De là vient la force d’Emmanuel Macron : il a cassé un système paralysant en choisissant de s’appuyer sur une coalition rose, bleu et orange. Il a détaché de la gauche les sociaux-démocrates assumés, séduit la droite moderniste en se proclamant probusiness, et rallié le centre. Ce faisant, il a donné vie à un monstre pas franchement attrayant : l’UMPS. Sauf que grâce à un système électoral qui permet d’obtenir une majorité parlementaire à partir d’une minorité dans le pays, il a réalisé l’UMPS sans l’UMP, aujourd’hui rebaptisée les Républicains, et sans le PS. Du coup, le monstre s’est trouvé paré des attraits de la nouveauté.

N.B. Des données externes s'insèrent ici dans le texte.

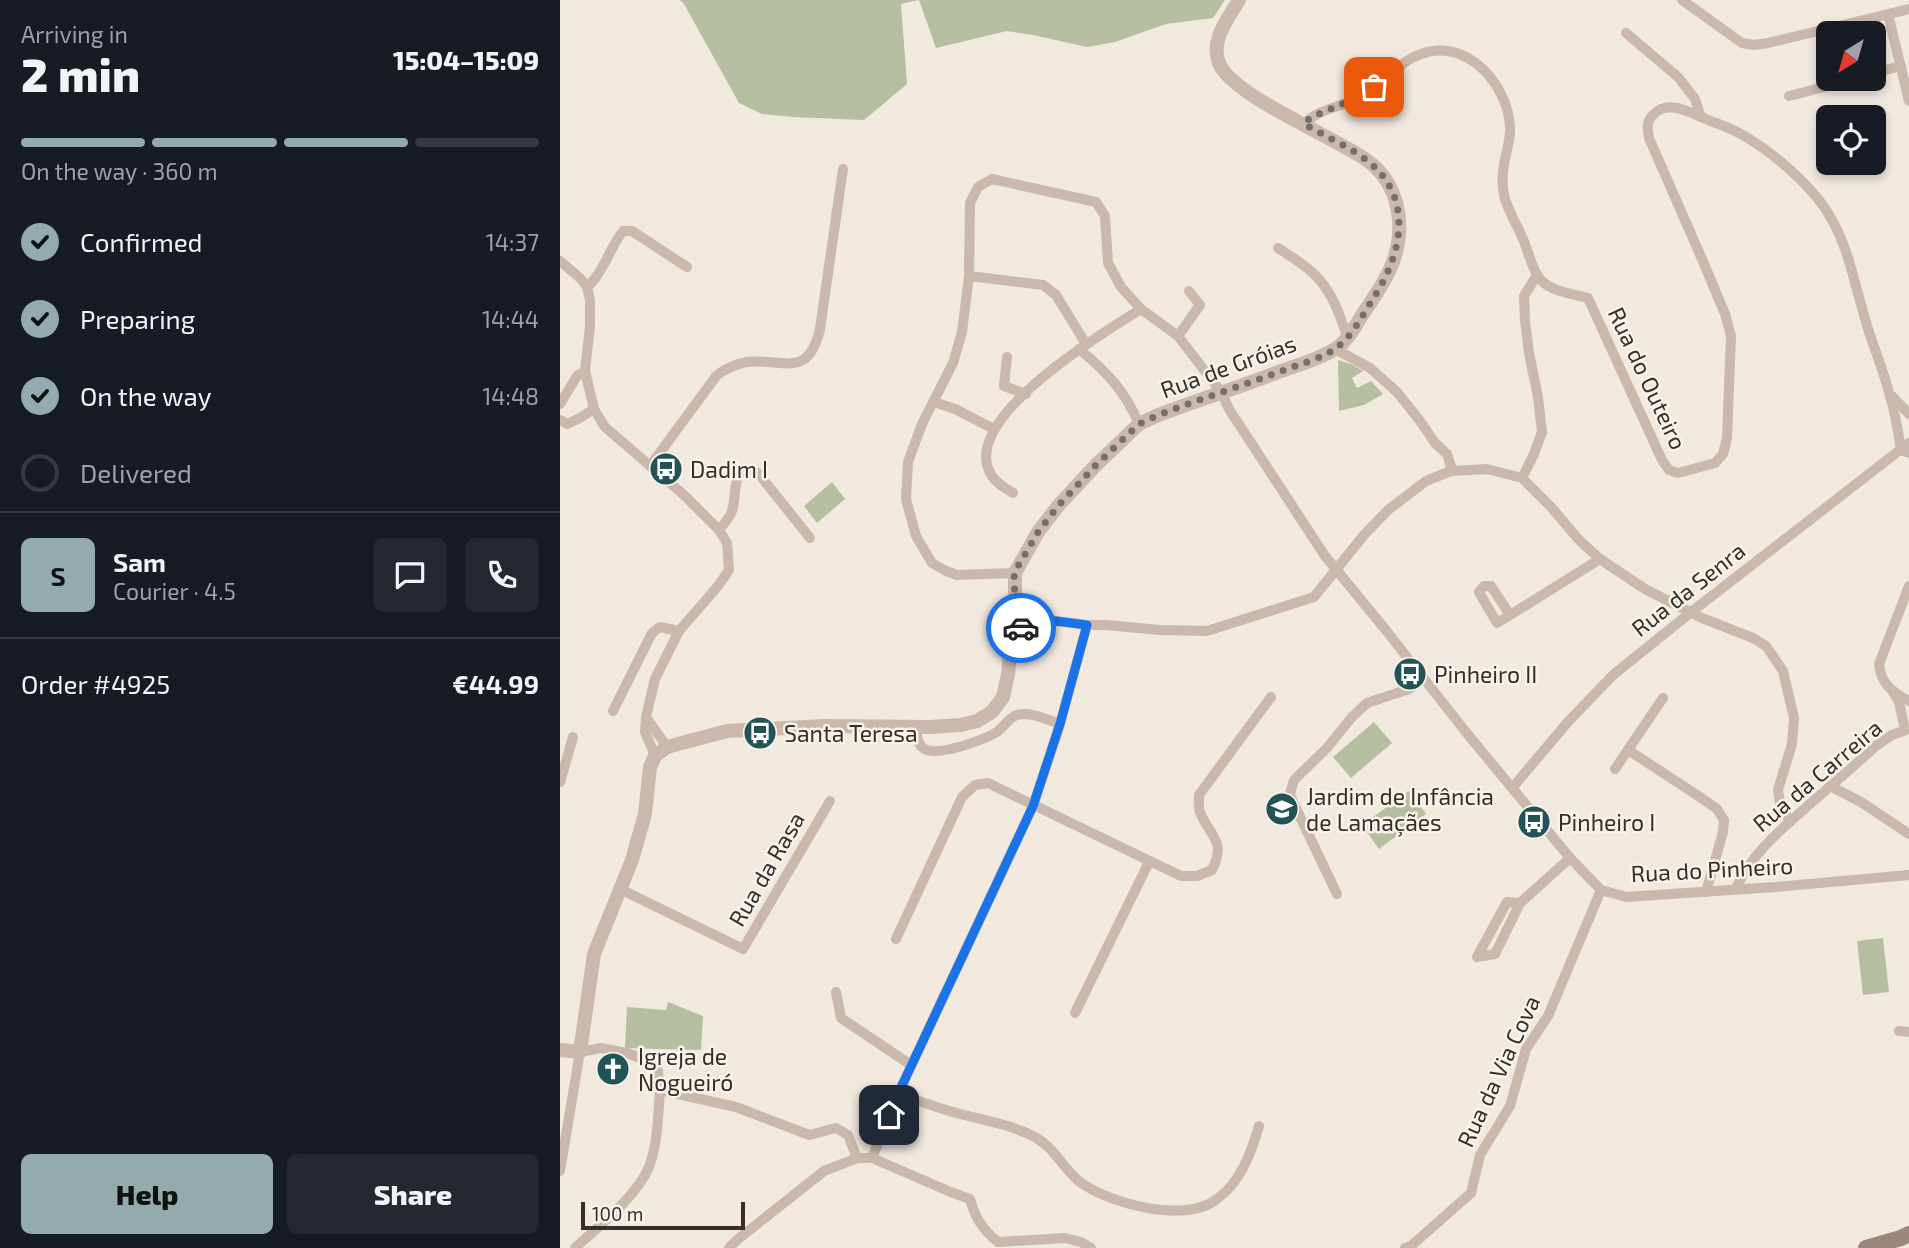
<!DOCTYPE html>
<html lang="en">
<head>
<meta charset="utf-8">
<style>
  body { margin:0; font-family:"Exo 2",sans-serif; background:#242831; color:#f1f3f6; height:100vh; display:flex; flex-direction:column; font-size:26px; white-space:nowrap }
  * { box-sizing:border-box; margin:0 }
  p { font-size:23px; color:#9ea1a6 }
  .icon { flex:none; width:38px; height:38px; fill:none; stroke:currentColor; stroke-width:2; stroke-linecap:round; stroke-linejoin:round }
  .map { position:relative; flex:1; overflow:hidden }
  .drawer { display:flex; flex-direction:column; background:#171b24; width:560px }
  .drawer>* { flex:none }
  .needle { width:46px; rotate:217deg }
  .tools { position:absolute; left:1256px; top:21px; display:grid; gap:14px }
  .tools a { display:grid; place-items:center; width:70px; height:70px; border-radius:10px; background:#171b24; box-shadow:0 4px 10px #0003; font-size:35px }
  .scale { position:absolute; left:21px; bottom:18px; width:164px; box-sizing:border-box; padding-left:7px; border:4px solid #372d2a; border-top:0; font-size:19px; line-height:24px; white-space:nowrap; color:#372d2a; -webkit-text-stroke:5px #f9f2ea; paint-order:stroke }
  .pin { position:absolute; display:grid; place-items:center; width:60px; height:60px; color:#fff; margin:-30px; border-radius:14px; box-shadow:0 4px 10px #0006 }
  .courier { position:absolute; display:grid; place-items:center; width:70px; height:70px; margin:-35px; border:5px solid #1a73e8; border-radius:50%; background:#fff; color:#222; box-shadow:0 2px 9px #0007 }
  .head em { font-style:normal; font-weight:800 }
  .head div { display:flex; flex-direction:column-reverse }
  .head { display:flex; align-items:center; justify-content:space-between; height:119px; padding:0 21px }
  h1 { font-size:46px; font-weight:800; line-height:52px }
  .bar { display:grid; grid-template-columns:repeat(4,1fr); gap:10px 7px; align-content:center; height:84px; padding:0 21px }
  .bar i { height:9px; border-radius:5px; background:#363941 }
  .bar .selected { background:#94abae }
  .bar p { grid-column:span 4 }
  .line { display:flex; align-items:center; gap:18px; padding:0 21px; border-top:2px solid #363941 }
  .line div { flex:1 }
  .round { display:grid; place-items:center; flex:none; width:74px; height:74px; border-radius:10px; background:#242831 }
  ol { padding:0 21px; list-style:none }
  li { display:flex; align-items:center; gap:21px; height:77px }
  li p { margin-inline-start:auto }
  li .icon { padding:7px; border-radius:50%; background:#94abae; color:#111; stroke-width:4 }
  li:last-child { color:#9ea1a6 }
  li i { width:38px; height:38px; border:4px solid #363941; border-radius:50% }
  .primary-button { display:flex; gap:14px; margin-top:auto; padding:14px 21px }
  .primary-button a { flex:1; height:80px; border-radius:10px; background:#94abae; color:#111; font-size:28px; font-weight:800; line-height:80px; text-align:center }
  .primary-button a+a { background:#242831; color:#f1f3f6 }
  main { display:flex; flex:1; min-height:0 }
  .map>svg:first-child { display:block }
  .green { fill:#b5bf9f }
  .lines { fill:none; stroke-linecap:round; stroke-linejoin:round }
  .minor { stroke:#c9b8ab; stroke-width:10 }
  .tertiary { stroke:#c9b8ab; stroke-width:14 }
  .secondary { stroke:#9c877c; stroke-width:16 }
  .done { stroke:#786e69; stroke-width:7; stroke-dasharray:0 12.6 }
  .route { stroke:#1a73e8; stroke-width:9 }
  .labels { text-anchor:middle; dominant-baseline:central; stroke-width:5; stroke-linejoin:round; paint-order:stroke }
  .street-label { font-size:23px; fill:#372d2a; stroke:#f9f2ea }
  .poi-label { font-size:23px; fill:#372d2a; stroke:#f9f2ea; text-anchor:start }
</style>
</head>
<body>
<main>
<section class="drawer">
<div class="head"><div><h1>2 min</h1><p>Arriving in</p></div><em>15:04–15:09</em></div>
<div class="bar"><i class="selected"></i><i class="selected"></i><i class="selected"></i><i></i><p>On the way · 360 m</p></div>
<ol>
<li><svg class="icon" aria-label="check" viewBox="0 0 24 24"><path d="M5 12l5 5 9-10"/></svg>Confirmed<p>14:37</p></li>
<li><svg class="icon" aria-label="check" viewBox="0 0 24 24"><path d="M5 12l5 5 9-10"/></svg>Preparing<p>14:44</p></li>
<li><svg class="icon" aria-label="check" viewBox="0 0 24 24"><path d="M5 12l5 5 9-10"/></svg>On the way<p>14:48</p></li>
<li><i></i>Delivered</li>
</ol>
<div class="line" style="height:126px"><b class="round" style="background:#94abae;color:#111">S</b><div><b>Sam</b><p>Courier · 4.5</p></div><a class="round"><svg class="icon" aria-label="chat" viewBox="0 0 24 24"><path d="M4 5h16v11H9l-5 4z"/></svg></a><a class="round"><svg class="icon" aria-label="phone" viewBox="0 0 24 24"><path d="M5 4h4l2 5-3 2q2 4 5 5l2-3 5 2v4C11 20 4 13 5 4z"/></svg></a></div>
<div class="line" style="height:91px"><div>Order #4925</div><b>€44.99</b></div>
<div class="primary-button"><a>Help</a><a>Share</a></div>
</section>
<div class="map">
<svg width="1349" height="1248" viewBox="0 0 1349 1248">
  <rect width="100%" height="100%" fill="#f1e8de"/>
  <g class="green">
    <polygon points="120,0 358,0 341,4 347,84 304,120 233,117 202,114 179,103 124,4"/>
    <polygon points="359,0 665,0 653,18 606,24 555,42 527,47 473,35 447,31 376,48"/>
    <polygon points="778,360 791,364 803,371 792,378 797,388 811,381 823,394 804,405 779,411"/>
    <polygon points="272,482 285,499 257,523 244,506"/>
    <polygon points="814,722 832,743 791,778 773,757"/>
    <polygon points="849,791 866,814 819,849 802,825"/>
    <polygon points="1323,938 1329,992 1303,995 1297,941"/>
    <polygon points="108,1002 143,1016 141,1050 65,1048 67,1007 106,1010"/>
  </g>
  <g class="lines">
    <g class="minor">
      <polyline points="1122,0 1182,43 1194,45 1208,43 1349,9"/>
      <polyline points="1328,14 1349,101"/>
      <polyline points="1066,33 1118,77 1135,99 1141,117"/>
      <polyline points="1314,73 1341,66"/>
      <polyline points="1229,96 1295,79"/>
      <path d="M744,124c12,-13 31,-16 47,-23 7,-4 15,-9 22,-14 16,-11 30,-27 48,-33 45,-17 87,30 89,73 1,16 -7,32 -7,47 -1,7 0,15 1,21 4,17 13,29 19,44 6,13 9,33 20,43 11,10 30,12 45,16l74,162 7,10 9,3 37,-10 8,-9 4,-16 4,-102 -6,-22 -20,-48 -56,-128c-2,-10 -3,-17 5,-24 15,-15 37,-1 54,6 14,5 30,11 43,20 24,15 54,41 71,64 26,36 31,76 44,118 7,24 17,47 23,71 6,18 9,37 12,57l8,3"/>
      <path d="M718,248c12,8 26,16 36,26 18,17 26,41 33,63"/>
      <polyline points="0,261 20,278 27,287 30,300 30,326 25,371 34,409 45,427 124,495 159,530 167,543 169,570 158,586 119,631 95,679 86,717 85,732 95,756"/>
      <polyline points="409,276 483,285 496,295 526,344"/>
      <path d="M27,287c17,-15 22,-38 36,-56h9l55,36"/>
      <polyline points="618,336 640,305 629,291"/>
      <path d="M519,349c28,23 46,42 60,75"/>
      <polyline points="775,349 810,368 837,392 860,421 875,443 887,454 892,470"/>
      <polyline points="447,357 444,386 466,394"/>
      <polyline points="1332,396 1349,414"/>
      <polyline points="374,402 395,409 434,429"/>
      <polyline points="0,404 17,376 25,371"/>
      <polyline points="0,420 7,424 18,419 34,409"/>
      <path d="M90,466l67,-91c10,-7 18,-11 30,-13 37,-4 61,18 73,-33l23,-160"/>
      <polyline points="962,478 974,454 982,432 978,397 969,353 965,321 964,296 977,275"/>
      <path d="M453,493c-8,-5 -16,-9 -21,-17 -37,-55 112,-144 149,-167"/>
      <path d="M159,530c4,-6 11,-12 13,-19 6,-17 -3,-48 26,-38l52,65"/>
      <polyline points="455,573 397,575 386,571 372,563 356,536 346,499 348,462 362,424 393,363 402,332 409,276 410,203 418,187 432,179 536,202 545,216 548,263 561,287 581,309 618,336 661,392 669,409 765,556 825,629 905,731 1010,858 1041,890 1066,897 1215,887 1349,875"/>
      <path d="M1349,586l-30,78c2,20 13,28 30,37"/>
      <polyline points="950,615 937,623 919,592 924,586 931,586 950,615 1040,559"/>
      <polyline points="452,630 484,622 496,621 527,625 546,625 600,630 647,631 754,597 804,535 828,510 866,481 891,471 927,469 962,478 991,507 1020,541 1040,559 1085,589 1142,618 1193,638 1206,646 1223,671 1234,718 1232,744 1218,790 1220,803 1230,822"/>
      <polyline points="1333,692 1339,702 1345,730"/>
      <polyline points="53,711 92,633 100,627 119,631"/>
      <polyline points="86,717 107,747"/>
      <path d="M355,728c2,6 2,16 8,20 13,10 60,-8 74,-16 7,-5 12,-15 20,-17 13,-4 31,5 43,9"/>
      <polyline points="1068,750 1143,799 1157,809 1164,820 1163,832 1146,892"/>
      <polyline points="1055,769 1103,698"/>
      <polyline points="0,782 13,737"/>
      <polyline points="1270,786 1301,802 1349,834"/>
      <polyline points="953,787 1007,723 1053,675 1130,613 1349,443"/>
      <polyline points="60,889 183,949 270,801"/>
      <path d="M1176,889c15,-36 47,-61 75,-86 22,-19 44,-38 66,-58l15,-10 17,-6"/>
      <polyline points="777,894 732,800 730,793 734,780 767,748 791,718 807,703 849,689 864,679"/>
      <polyline points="960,903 947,902 917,957 935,954 960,903 1010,858"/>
      <path d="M336,939l66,-142 13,-12 13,-2 193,93h16l15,-6c15,-30 -3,-34 -12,-58 -2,-5 -1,-12 -1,-17l72,-98"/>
      <polyline points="276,992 281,1018 351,1065"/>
      <polyline points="515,1013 589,862"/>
      <polyline points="1339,1031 1349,1032"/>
      <path d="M338,1094c18,6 37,13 55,18 28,8 57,12 82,25 20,11 28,32 45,45 30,22 105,42 137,17 24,-17 34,-46 42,-73"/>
      <polyline points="312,1158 338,1094 473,806 500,724 527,625"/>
      <polyline points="0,1171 20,1052 41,1048 67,1053 88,1061 98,1071 100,1090 176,1107 249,1135 276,1128 288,1135 297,1158"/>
      <path d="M15,1248c23,-21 62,-52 74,-81 9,-24 9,-52 11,-77"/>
      <path d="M169,1248l8,-8 87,-69 33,-13h15l81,35 17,6c5,19 13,31 28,43l67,-4 16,4 10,6"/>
      <polyline points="845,1248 851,1246 911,1193 920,1155 950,1106 966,1049 988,1016 1041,890"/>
    </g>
    <path class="tertiary" d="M0,1050l20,2 14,-98 38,-94 13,-46 5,-47 5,-11 12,-9 60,-16 98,-5 105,1 31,-2 16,-4 15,-9 11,-15 5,-22 7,-74v-28l23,-41 20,-26 37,-40 44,-42 17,-8c42,-16 84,-29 125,-45 15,-5 41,-13 54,-22 13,-8 21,-24 29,-37 11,-16 22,-32 29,-50 13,-36 6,-78 -25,-101 -33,-24 -136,-65 -149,-98 -9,-23 9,-44 20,-63"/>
    <polyline class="secondary" points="1306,1248 1341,1238 1349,1234"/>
  </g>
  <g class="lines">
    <path class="done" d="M461,628l-9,2 3,-29 -1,-28 24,-41 20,-26 37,-40 44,-42 17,-8c44,-17 88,-31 131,-47 14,-5 38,-12 49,-21 17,-12 27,-34 38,-51 28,-43 40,-98 -5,-135 -19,-15 -44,-26 -65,-38l6,-6 41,-18 23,-13"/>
    <polyline class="route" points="329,1115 338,1094 473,806 500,724 527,625 496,621 484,622 461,628"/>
  </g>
  <defs>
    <symbol id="bus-disc" viewBox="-11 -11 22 22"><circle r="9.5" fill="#225356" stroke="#f9f2ea"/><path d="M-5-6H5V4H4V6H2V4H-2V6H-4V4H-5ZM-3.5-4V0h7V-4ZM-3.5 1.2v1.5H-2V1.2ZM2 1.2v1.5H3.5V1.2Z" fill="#fff"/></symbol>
    <symbol id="school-disc" viewBox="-11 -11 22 22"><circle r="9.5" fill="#225356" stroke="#f9f2ea"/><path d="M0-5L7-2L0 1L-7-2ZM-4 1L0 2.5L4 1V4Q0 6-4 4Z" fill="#fff"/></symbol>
    <symbol id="church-disc" viewBox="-11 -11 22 22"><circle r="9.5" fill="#225356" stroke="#f9f2ea"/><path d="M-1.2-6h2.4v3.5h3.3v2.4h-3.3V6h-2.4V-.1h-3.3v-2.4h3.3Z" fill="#fff"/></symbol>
  </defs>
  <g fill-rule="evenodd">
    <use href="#bus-disc" x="87" y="450" width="38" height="38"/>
    <use href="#bus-disc" x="831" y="655" width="38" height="38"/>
    <use href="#bus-disc" x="181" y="714" width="38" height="38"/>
    <use href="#school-disc" x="703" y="790" width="38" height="38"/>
    <use href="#bus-disc" x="955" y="803" width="38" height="38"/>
    <use href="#church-disc" x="34" y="1050" width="38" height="38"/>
  </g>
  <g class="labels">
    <g class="street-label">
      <text transform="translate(668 366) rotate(-20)">Rua de Gróias</text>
      <text transform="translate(1088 378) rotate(65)">Rua do Outeiro</text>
      <text transform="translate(1128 589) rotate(-38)">Rua da Senra</text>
      <text transform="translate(1257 775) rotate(-40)">Rua da Carreira</text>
      <text transform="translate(206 869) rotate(-60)">Rua da Rasa</text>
      <text transform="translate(1152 869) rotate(-3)">Rua do Pinheiro</text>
      <text transform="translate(938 1071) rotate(-65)">Rua da Via Cova</text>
    </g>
    <g class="poi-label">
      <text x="130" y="469">Dadim I</text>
      <text x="874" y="674">Pinheiro II</text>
      <text x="224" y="733">Santa Teresa</text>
      <text x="746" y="796">Jardim de Infância<tspan x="746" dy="26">de Lamaçães</tspan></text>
      <text x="998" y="822">Pinheiro I</text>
      <text x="78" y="1056">Igreja de<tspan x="78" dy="26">Nogueiró</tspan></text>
    </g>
  </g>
</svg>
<div class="tools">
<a><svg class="needle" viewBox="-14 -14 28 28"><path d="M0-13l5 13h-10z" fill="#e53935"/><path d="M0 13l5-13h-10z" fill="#9ea1a6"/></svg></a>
<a><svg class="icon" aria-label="locate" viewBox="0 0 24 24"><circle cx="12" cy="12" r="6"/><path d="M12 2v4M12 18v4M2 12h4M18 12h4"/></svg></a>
</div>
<div class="scale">100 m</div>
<div class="pin" style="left:814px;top:87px;background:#ea580c"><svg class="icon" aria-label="bag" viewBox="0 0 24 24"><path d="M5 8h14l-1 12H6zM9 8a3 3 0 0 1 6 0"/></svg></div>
<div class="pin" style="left:329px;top:1115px;background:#1f2937"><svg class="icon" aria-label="home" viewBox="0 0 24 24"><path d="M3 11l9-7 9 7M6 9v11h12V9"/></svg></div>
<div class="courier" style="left:461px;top:628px"><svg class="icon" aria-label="car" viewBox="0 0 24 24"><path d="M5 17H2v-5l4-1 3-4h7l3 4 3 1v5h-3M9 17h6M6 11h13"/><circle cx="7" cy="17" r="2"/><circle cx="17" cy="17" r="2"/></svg></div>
</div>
</main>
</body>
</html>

Cette coalition transpartisane permet à Macron de gouverner à l’abri de la tyrannie de l’idéologie. Ayant « coupé l’omelette par les deux bouts », pour reprendre une expression d’Alain Juppé, il a mis les « deux bouts » hors d’état de nuire. Contrairement à ses prédécesseurs, l’actuel président n’est entravé ni par la gauche radicale ni par le Front national. Mélenchon l’avait promis : le libéralisme était si étranger au génie français que sa formation allait réunir plus d’un million de manifestants sur les Champs-Élysées pour s’opposer à la réforme du marché du travail. On connaît la suite… Le porte-parole de la France insoumise a reconnu lui-même que Macron avait « marqué le point ». La France n’est plus condamnée à affronter la mondialisation à reculons.
La France n’a plus peur
La liberté retrouvée du président lui permet de s’attaquer à des dossiers réputés « indémerdables » sans paraître guidé par des a priori. Ainsi, l’aéroport de Notre-Dame-des-Landes. Il n’est pas très glorieux d’avoir cédé aux zadistes, mais du moins en a-t-on fini avec cet interminable feuilleton. Ainsi, la maîtrise des flux migratoires. La loi reste à voter, mais la volonté affichée est claire : la France continuera d’accueillir les demandeurs d’asile, tout en limitant l’entrée des immigrés pour raisons économiques.
Il serait ridicule de ne décerner à Macron que des prix d’excellence. Sur chaque dossier, on peut émettre des réserves, trouver les choix malgré tout timides, voire franchement contestables. On peut estimer par exemple que la réforme du marché du travail ne va pas assez loin. Ou encore déplorer que le président persiste dans le flou sur les rapports entre la République et l’islam, sur la question de la laïcité. On peut encore regretter que la France reste une monarchie et que Macron le souligne en choisissant régulièrement Versailles pour ses grands shows.
Mais, enfin, la France respire ! Enfin, la France n’est plus enfermée dans des querelles scolastiques où elle s’épuisait. Enfin, la France est réconciliée avec le réel. Enfin, la France ne regarde plus les exemples étrangers comme des menaces sur son identité. Enfin, la France n’a plus peur de son ombre. C’est le grand mérite du créateur de la République en marche : avoir remis la France… en marche.